SUPPLIED INFORMATION =
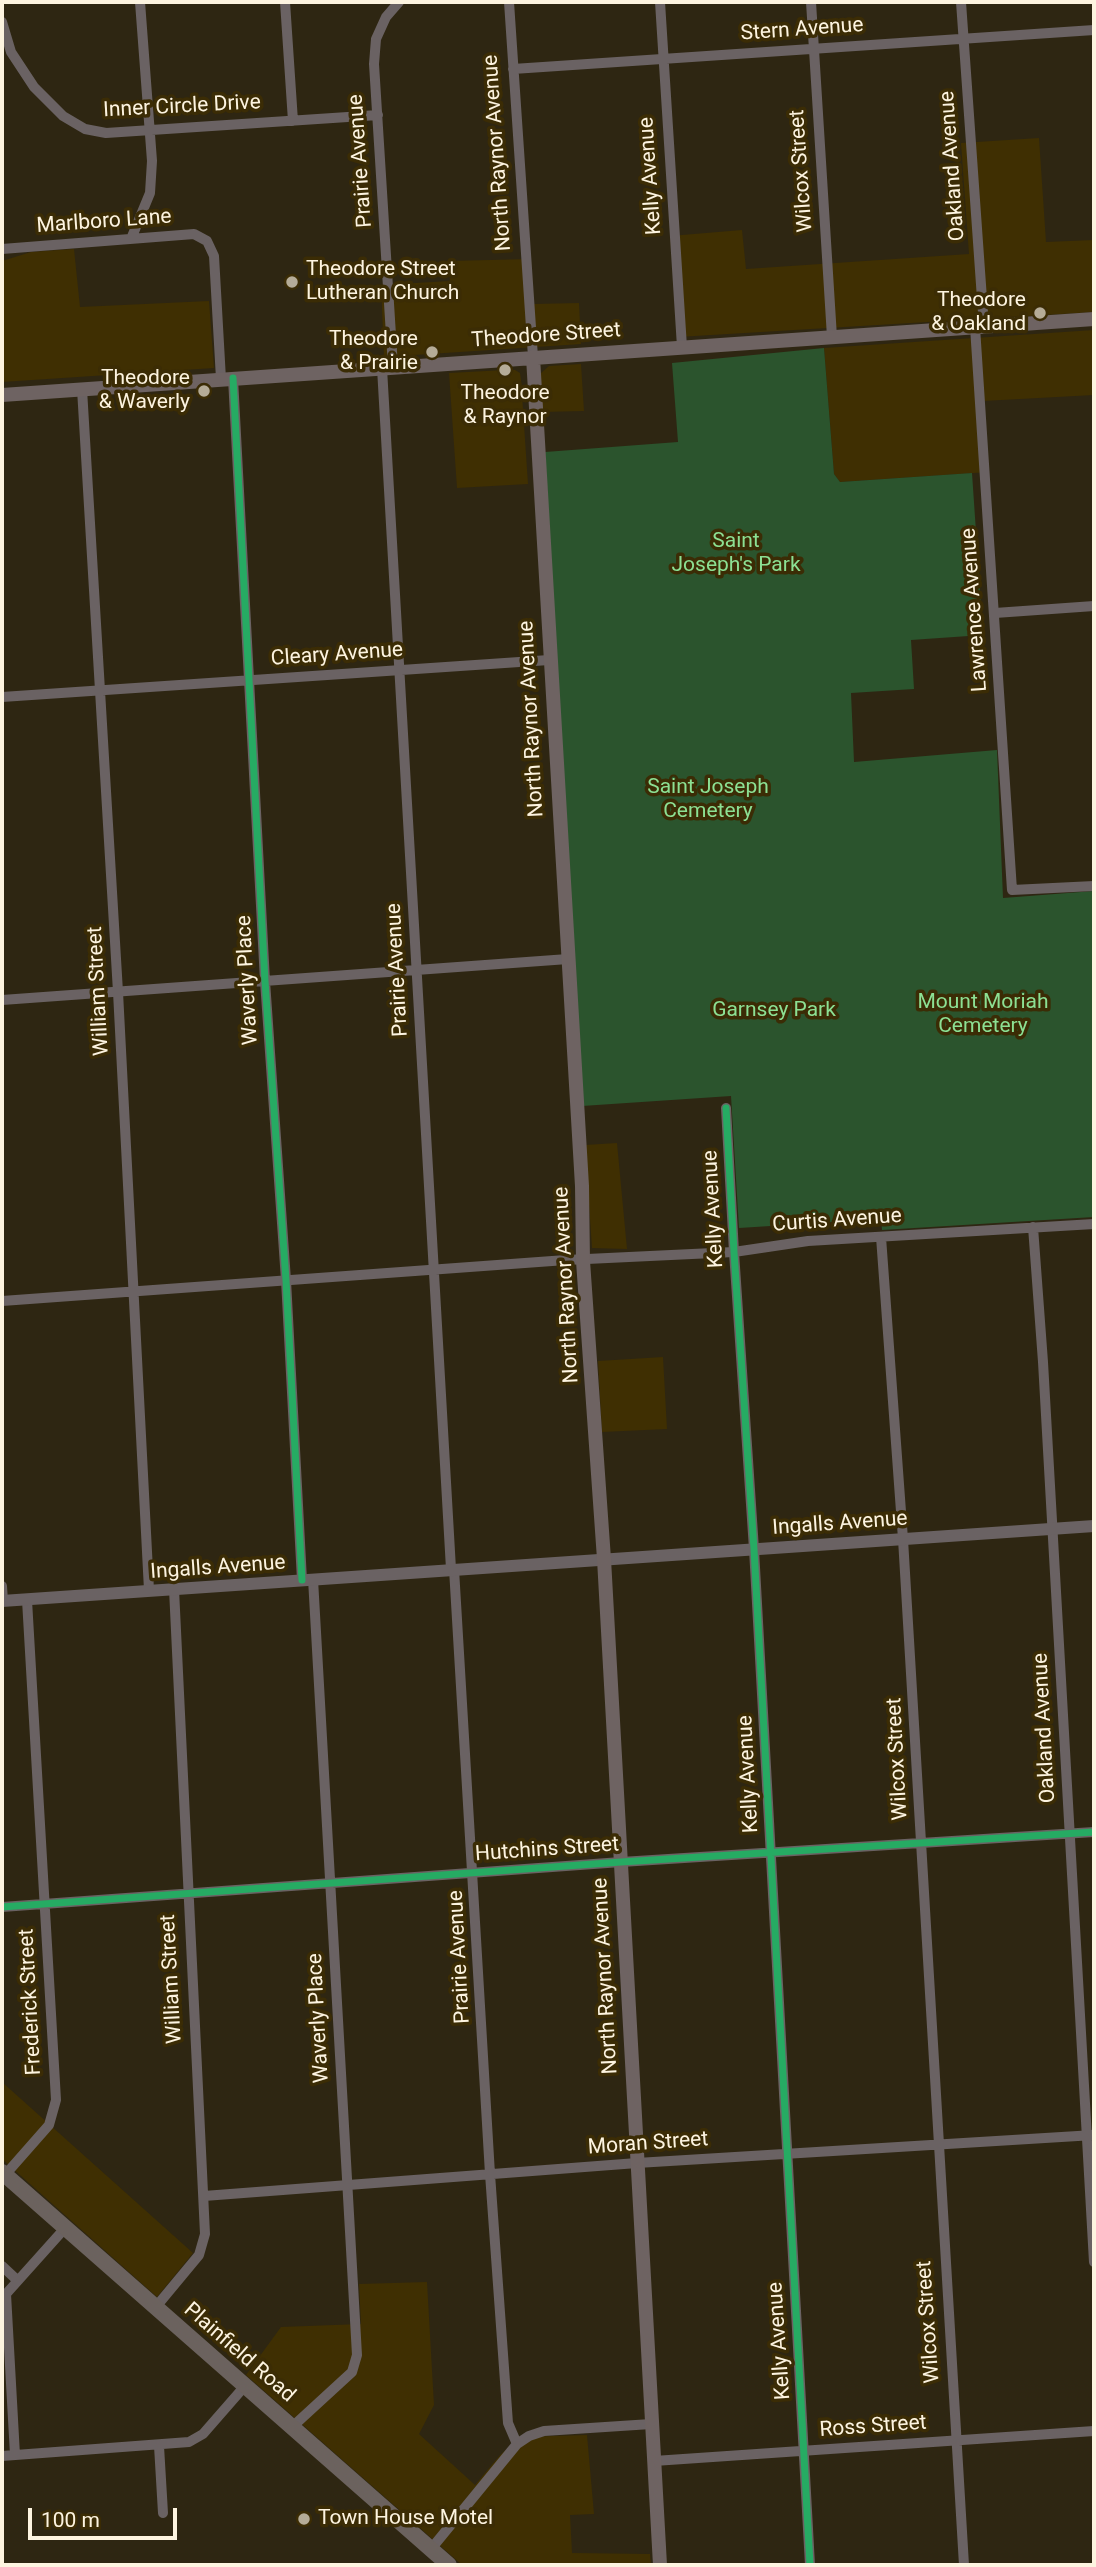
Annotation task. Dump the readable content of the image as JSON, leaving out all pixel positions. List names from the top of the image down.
{
  "streets": {
    "main road": ["North Raynor Avenue", "Theodore Street", "Plainfield Road"],
    "street": [
      "Stern Avenue",
      "Inner Circle Drive",
      "Prairie Avenue",
      "Oakland Avenue",
      "Wilcox Street",
      "Kelly Avenue",
      "Marlboro Lane",
      "Lawrence Avenue",
      "Cleary Avenue",
      "Waverly Place",
      "William Street",
      "Curtis Avenue",
      "Ingalls Avenue",
      "Hutchins Street",
      "Frederick Street",
      "Moran Street",
      "Ross Street"
    ]
  },
  "crossings": [
    ["Stern Avenue", "North Raynor Avenue"],
    ["Stern Avenue", "Oakland Avenue"],
    ["Stern Avenue", "Wilcox Street"],
    ["Stern Avenue", "Kelly Avenue"],
    ["Inner Circle Drive", "Prairie Avenue"],
    ["North Raynor Avenue", "Theodore Street"],
    ["North Raynor Avenue", "Cleary Avenue"],
    ["North Raynor Avenue", "Curtis Avenue"],
    ["North Raynor Avenue", "Ingalls Avenue"],
    ["North Raynor Avenue", "Hutchins Street"],
    ["North Raynor Avenue", "Moran Street"],
    ["North Raynor Avenue", "Ross Street"],
    ["Prairie Avenue", "Theodore Street"],
    ["Prairie Avenue", "Cleary Avenue"],
    ["Prairie Avenue", "Curtis Avenue"],
    ["Prairie Avenue", "Ingalls Avenue"],
    ["Prairie Avenue", "Hutchins Street"],
    ["Prairie Avenue", "Moran Street"],
    ["Oakland Avenue", "Theodore Street"],
    ["Oakland Avenue", "Lawrence Avenue"],
    ["Oakland Avenue", "Curtis Avenue"],
    ["Oakland Avenue", "Ingalls Avenue"],
    ["Oakland Avenue", "Hutchins Street"],
    ["Oakland Avenue", "Moran Street"],
    ["Wilcox Street", "Theodore Street"],
    ["Wilcox Street", "Curtis Avenue"],
    ["Wilcox Street", "Ingalls Avenue"],
    ["Wilcox Street", "Hutchins Street"],
    ["Wilcox Street", "Moran Street"],
    ["Wilcox Street", "Ross Street"],
    ["Kelly Avenue", "Theodore Street"],
    ["Kelly Avenue", "Curtis Avenue"],
    ["Kelly Avenue", "Ingalls Avenue"],
    ["Kelly Avenue", "Hutchins Street"],
    ["Kelly Avenue", "Moran Street"],
    ["Kelly Avenue", "Ross Street"],
    ["Marlboro Lane", "Waverly Place"],
    ["Theodore Street", "Lawrence Avenue"],
    ["Theodore Street", "Waverly Place"],
    ["Theodore Street", "William Street"],
    ["Cleary Avenue", "Waverly Place"],
    ["Cleary Avenue", "William Street"],
    ["Waverly Place", "Curtis Avenue"],
    ["Waverly Place", "Ingalls Avenue"],
    ["Waverly Place", "Hutchins Street"],
    ["Waverly Place", "Moran Street"],
    ["Waverly Place", "Plainfield Road"],
    ["William Street", "Curtis Avenue"],
    ["William Street", "Ingalls Avenue"],
    ["William Street", "Hutchins Street"],
    ["William Street", "Moran Street"],
    ["William Street", "Plainfield Road"],
    ["Ingalls Avenue", "Frederick Street"],
    ["Hutchins Street", "Frederick Street"],
    ["Frederick Street", "Plainfield Road"]
  ],
  "parks": [
    "Saint Joseph's Park",
    "Saint Joseph Cemetery",
    "Mount Moriah Cemetery",
    "Garnsey Park"
  ],
  "places": [
    "Theodore Street Lutheran Church",
    "Theodore & Oakland",
    "Theodore & Prairie",
    "Theodore & Raynor",
    "Theodore & Waverly",
    "Town House Motel"
  ],
  "scale_bar": "100 m"
}
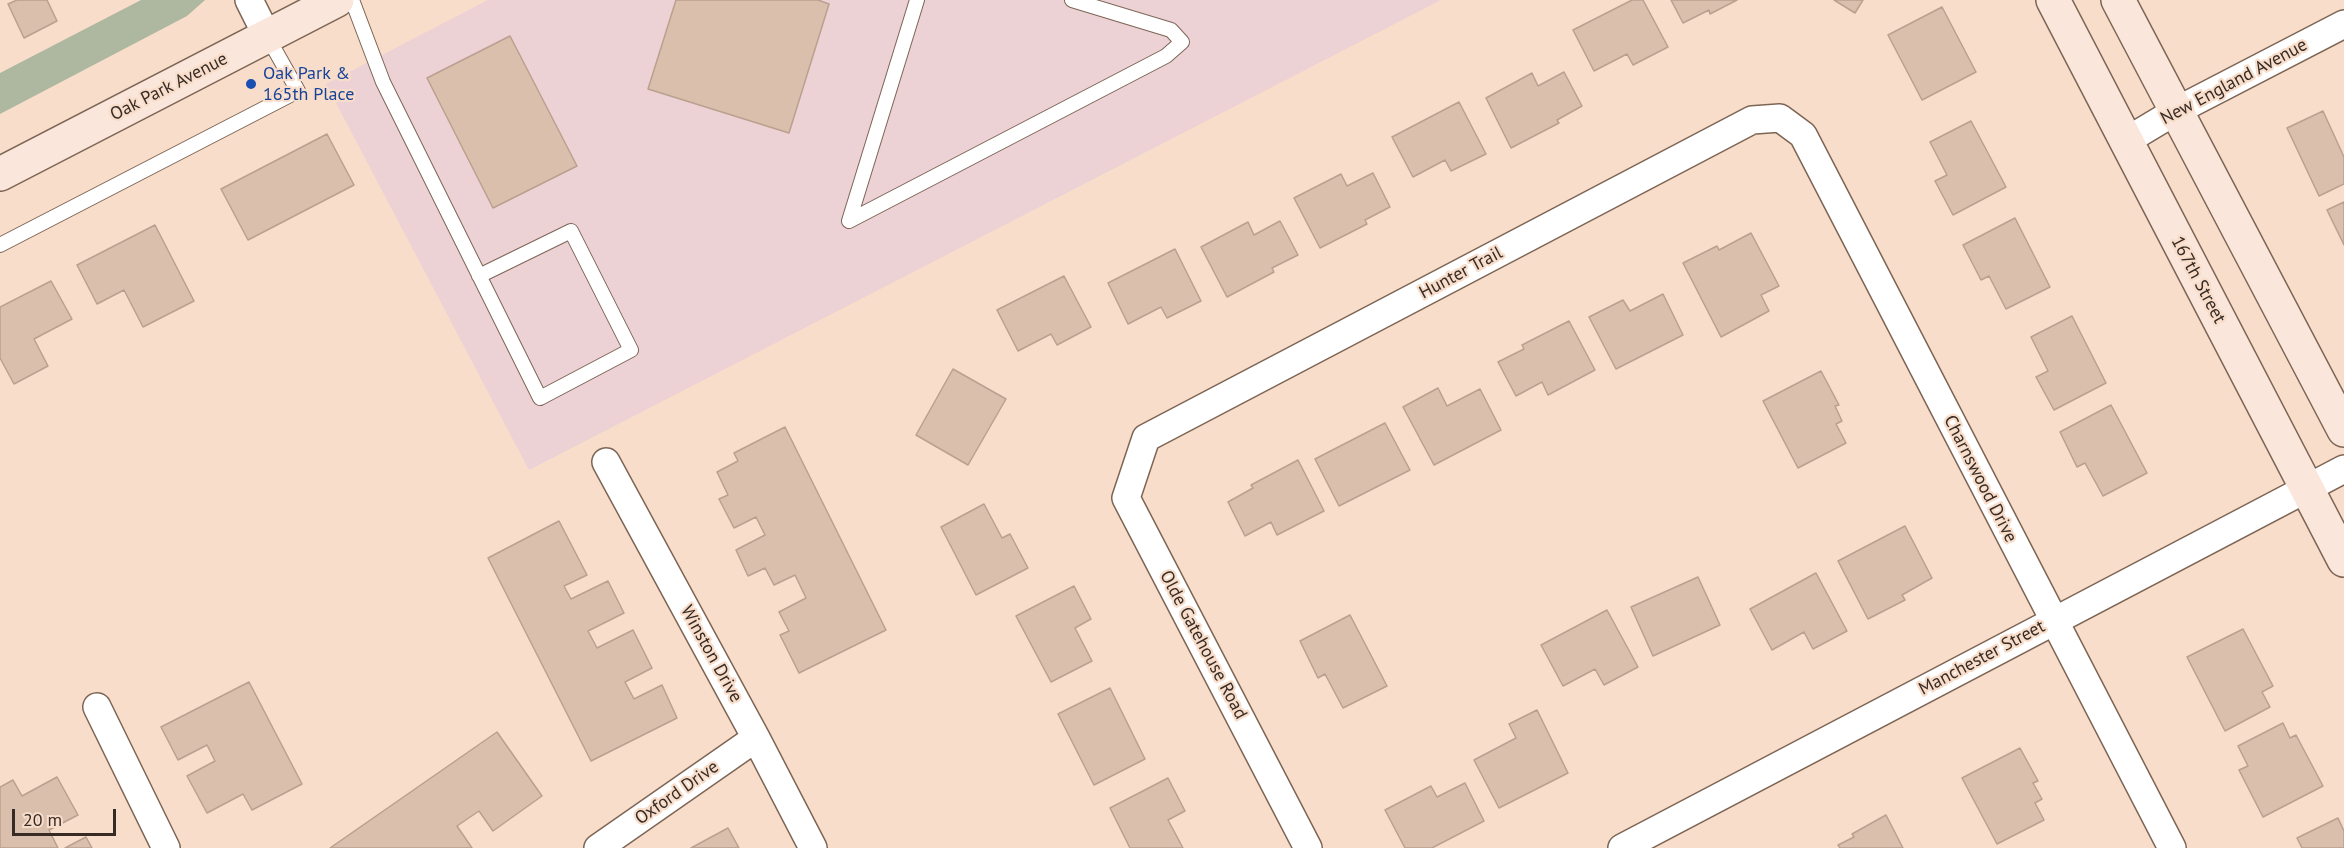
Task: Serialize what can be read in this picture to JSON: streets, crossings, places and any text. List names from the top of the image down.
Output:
{
  "streets": {
    "main road": ["Oak Park Avenue", "167th Street"],
    "street": [
      "New England Avenue",
      "Hunter Trail",
      "Charnswood Drive",
      "Olde Gatehouse Road",
      "Winston Drive",
      "Manchester Street",
      "Oxford Drive"
    ]
  },
  "crossings": [
    ["New England Avenue", "167th Street"],
    ["Hunter Trail", "Charnswood Drive"],
    ["Hunter Trail", "Olde Gatehouse Road"],
    ["167th Street", "Manchester Street"],
    ["Charnswood Drive", "Manchester Street"],
    ["Winston Drive", "Oxford Drive"]
  ],
  "places": ["Oak Park & 165th Place"],
  "scale_bar": "20 m"
}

EXERCISE REQUIREMENTS =
Say how many lines in the records hold the string "image", and say nothing else.

ANSWER FOR THE TASK =
2